──────── Working data ────────

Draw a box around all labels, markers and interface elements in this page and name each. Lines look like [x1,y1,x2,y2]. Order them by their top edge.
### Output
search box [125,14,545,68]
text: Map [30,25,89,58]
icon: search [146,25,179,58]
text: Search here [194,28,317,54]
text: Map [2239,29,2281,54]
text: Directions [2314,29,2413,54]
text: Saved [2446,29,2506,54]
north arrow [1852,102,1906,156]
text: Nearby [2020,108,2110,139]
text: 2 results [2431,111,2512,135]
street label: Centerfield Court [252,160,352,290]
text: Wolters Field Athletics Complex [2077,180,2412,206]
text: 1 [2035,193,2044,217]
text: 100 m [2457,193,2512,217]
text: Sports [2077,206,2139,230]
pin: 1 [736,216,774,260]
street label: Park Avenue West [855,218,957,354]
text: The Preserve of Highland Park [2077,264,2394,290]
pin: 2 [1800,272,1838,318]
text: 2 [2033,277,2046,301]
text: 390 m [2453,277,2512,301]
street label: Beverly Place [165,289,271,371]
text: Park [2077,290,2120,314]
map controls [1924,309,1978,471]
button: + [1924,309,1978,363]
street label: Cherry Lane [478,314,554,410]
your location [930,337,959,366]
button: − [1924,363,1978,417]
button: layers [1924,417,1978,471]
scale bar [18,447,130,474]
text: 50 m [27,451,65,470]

────────

Exercise: Copy out every entry above exactly.

Response to the task:
Draw a box around all labels, markers and interface elements in this page and name each. Lines look like [x1,y1,x2,y2]. Order them by their top edge.
### Output
search box [125,14,545,68]
text: Map [30,25,89,58]
icon: search [146,25,179,58]
text: Search here [194,28,317,54]
text: Map [2239,29,2281,54]
text: Directions [2314,29,2413,54]
text: Saved [2446,29,2506,54]
north arrow [1852,102,1906,156]
text: Nearby [2020,108,2110,139]
text: 2 results [2431,111,2512,135]
street label: Centerfield Court [252,160,352,290]
text: Wolters Field Athletics Complex [2077,180,2412,206]
text: 1 [2035,193,2044,217]
text: 100 m [2457,193,2512,217]
text: Sports [2077,206,2139,230]
pin: 1 [736,216,774,260]
street label: Park Avenue West [855,218,957,354]
text: The Preserve of Highland Park [2077,264,2394,290]
pin: 2 [1800,272,1838,318]
text: 2 [2033,277,2046,301]
text: 390 m [2453,277,2512,301]
street label: Beverly Place [165,289,271,371]
text: Park [2077,290,2120,314]
map controls [1924,309,1978,471]
button: + [1924,309,1978,363]
street label: Cherry Lane [478,314,554,410]
your location [930,337,959,366]
button: − [1924,363,1978,417]
button: layers [1924,417,1978,471]
scale bar [18,447,130,474]
text: 50 m [27,451,65,470]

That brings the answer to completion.